Since the web addresses are given as an extension to the Pro Football Reference homepage, we will need to concatenate the strings with str_c() before saving the result for future use. Now, lets continue to step two in our excursion to get Melvin Gordon’s game by game statistics.

player_urls[1] %>%
  read_html() %>%
  html_node(., css = '#all_stats') %>%
  html_node(., 'table') %>%
  html_table(., fill = TRUE) %>%
  set_names(., str_c(names(.), .[1,], sep = '_')) %>%
  clean_names() %>%
  slice(., -1)

5.1.3 Putting It All Together

Let’s consider how we can gather data regarding racial demographics across each state in the United States of America. Perusing Wikipedia, notice that each state has a table documenting the state’s ‘racial population breakdown’.

part of brainstorming is exploring different websites which may have the data you desire

Figure 5.4: part of brainstorming is exploring different websites which may have the data you desire

If we were to go to Georgia, we would notice that the web address is similar to Alabama, but since Georgia is also a country, the web address specifies that you are currently on the webpage for the state rather than the country. This effectively rules out editing the web address to iterate over each state.

If we broaden our search to ‘US States’, we find a Wikipedia page with a list of each state. Each state has a hyperlink which takes us to the state’s webpage with the demographic information we desire. Remember: hyperlinks are our friend! If they exist, we can scrape them, iterating over the web addresses to get data from each state. Let’s use what we just learned to attain the web addresses for each state. We’ll start with the web address containing a list of every state.

wiki_url <- "https://www.wikipedia.org"
states_url <- str_c(wiki_url, '/wiki/U.S._state#States_of_the_United_States')

Let’s use the page source to find where the hyperlinks exist in the HTML code. To do this, I am going to search for the phrase ‘The 50 U.S. states, in alphabetical order, along with each state’s flag’ in the page source since the list of states is just below this phrase.

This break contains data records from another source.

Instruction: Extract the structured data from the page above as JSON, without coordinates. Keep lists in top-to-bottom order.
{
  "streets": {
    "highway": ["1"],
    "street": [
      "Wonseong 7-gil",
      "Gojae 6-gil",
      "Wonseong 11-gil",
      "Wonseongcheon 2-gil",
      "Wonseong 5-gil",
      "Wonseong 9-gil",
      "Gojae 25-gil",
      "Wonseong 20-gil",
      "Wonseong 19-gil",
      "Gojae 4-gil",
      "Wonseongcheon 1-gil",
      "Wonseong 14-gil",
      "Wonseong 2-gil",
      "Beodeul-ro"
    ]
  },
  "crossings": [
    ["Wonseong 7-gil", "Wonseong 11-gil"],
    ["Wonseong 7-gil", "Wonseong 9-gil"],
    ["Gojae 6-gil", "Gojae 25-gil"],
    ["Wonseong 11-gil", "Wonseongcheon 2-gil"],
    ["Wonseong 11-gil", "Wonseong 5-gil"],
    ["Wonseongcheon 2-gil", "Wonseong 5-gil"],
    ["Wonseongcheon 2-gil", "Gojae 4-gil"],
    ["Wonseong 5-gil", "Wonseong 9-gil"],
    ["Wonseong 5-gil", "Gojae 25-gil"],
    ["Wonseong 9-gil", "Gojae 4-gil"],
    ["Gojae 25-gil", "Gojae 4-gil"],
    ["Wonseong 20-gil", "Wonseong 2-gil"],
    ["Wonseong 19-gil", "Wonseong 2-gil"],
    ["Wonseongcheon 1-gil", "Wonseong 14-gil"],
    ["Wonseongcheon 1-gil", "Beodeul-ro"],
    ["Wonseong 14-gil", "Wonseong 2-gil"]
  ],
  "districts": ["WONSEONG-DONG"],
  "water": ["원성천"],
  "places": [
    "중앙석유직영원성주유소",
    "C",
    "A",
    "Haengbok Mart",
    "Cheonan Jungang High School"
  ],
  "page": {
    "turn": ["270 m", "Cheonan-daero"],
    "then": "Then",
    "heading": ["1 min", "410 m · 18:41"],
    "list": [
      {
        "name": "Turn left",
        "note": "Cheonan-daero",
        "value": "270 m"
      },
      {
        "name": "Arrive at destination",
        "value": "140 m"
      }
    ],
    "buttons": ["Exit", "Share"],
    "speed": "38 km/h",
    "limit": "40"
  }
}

finding the element containing the list of states with their cooresponding web addresses using the page source

Figure 5.5: finding the element containing the list of states with their cooresponding web addresses using the page source

We find that the list of states, among other information, exists in an element tagged div with the attribute class set to an attribute value of plainlist. Within this node, the list of states exists in an element tagged ul and each state exists in an element tagged li. Within each state, the web address corresponding to that state’s individual Wikipedia article is given in the href attribute to an element tagged a. Let’s use this information to extract the web addresses corresponding to each state. We may also want to extract the state name which is the content of the element tagged a.

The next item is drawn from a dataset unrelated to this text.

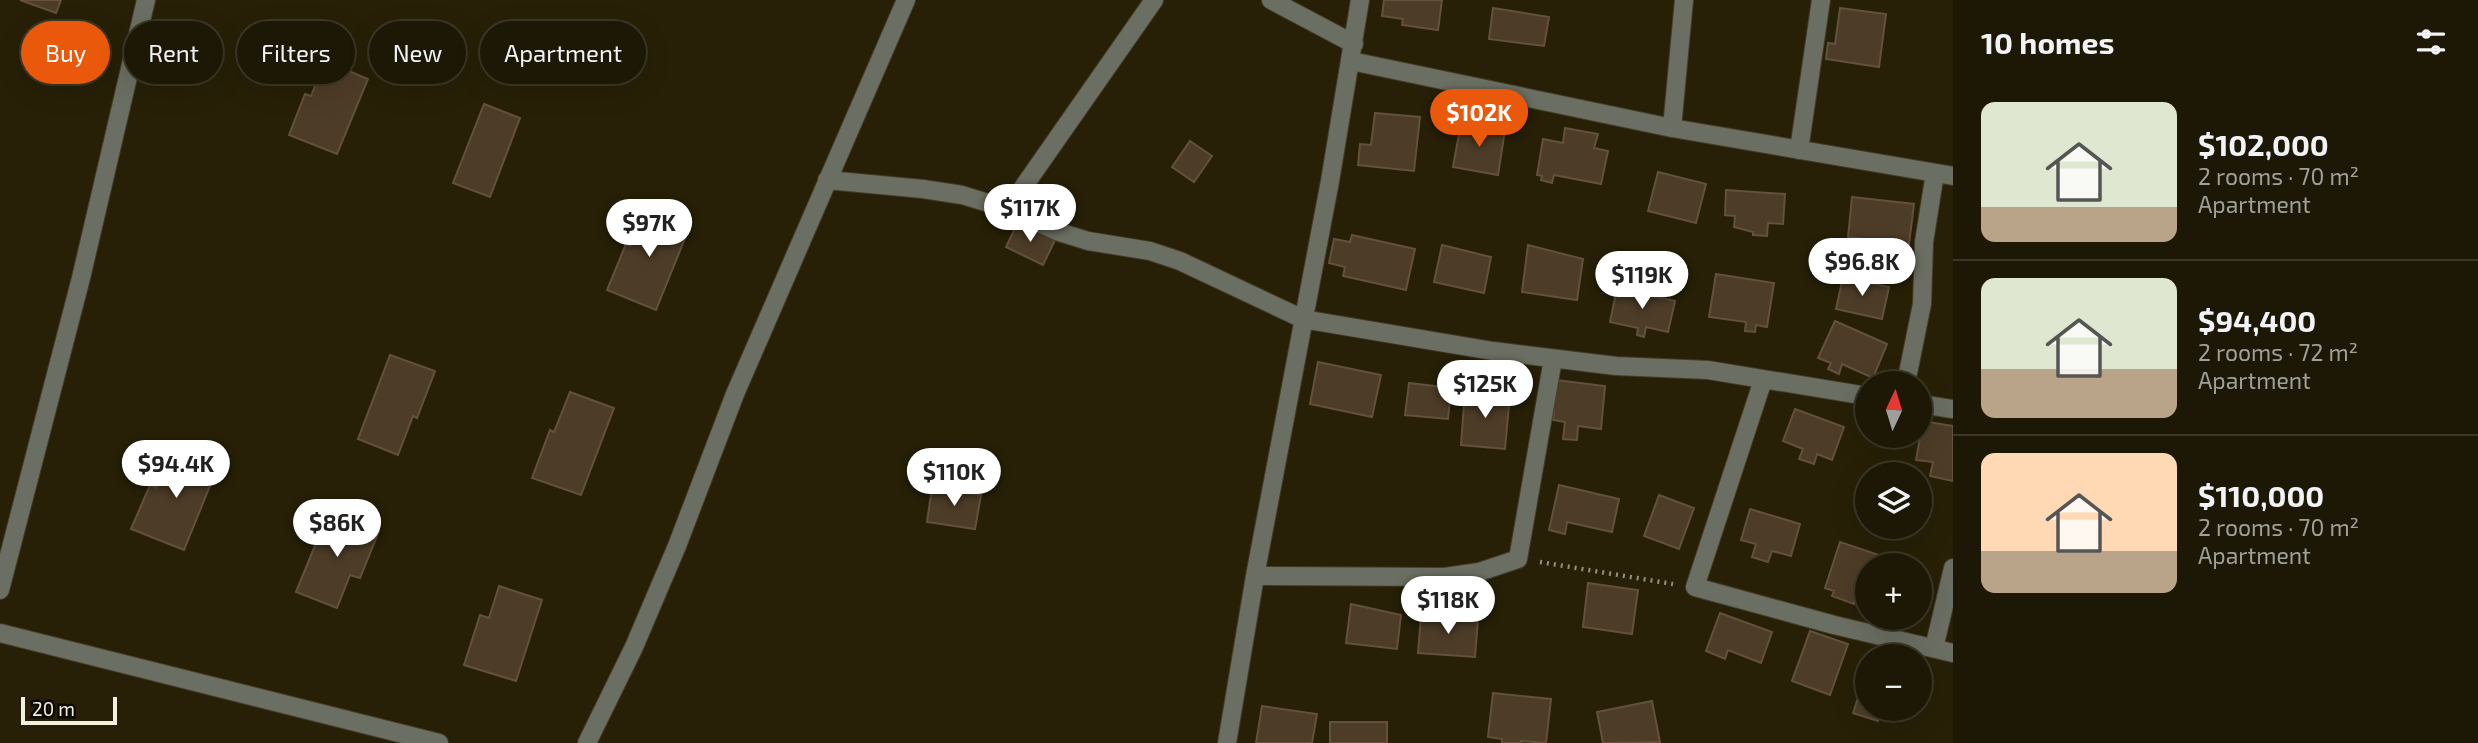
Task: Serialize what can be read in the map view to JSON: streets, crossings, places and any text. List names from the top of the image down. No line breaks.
{"scale_bar":"20 m","north":"top","page":{"heading":"10 homes","chip":["Buy","Rent","Filters","New","Apartment"],"list":[{"name":"$102,000","note":"2 rooms · 70 m² · Apartment"},{"name":"$94,400","note":"2 rooms · 72 m² · Apartment"},{"name":"$110,000","note":"2 rooms · 70 m² · Apartment"}],"price":["$102K","$117K","$97K","$96.8K","$119K","$125K","$94.4K","$110K","$86K","$118K"],"map_buttons":["+","−"],"scale":"20 m"}}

node_w_states <- states_url %>%
  read_html() %>%
  html_nodes(xpath = "//div[@class='plainlist']") %>%
  html_nodes('ul') %>%
  html_nodes('li') %>%
  html_nodes('a')

ind_states <- tibble(state = node_w_states %>%
                       html_text(),
                     url = node_w_states %>%
                       html_attr(., 'href') %>%
                       str_c(wiki_url, .))
ind_states

Let’s consider how we would scrape the racial demographics. Use either the selector gadget or the page source to identify where the desired table exists in the HTML code.

ind_states$url[1] %>%
  read_html() %>%
  html_nodes(., xpath = "//table[@class='wikitable sortable collapsible']") %>%
  html_table() %>%
  as.data.frame()

In the next chapter, we will learn the tools to scrape the racial demographics for each state using the vector of web addresses we attained through this process as well as cleaning up these data according to tidy principles.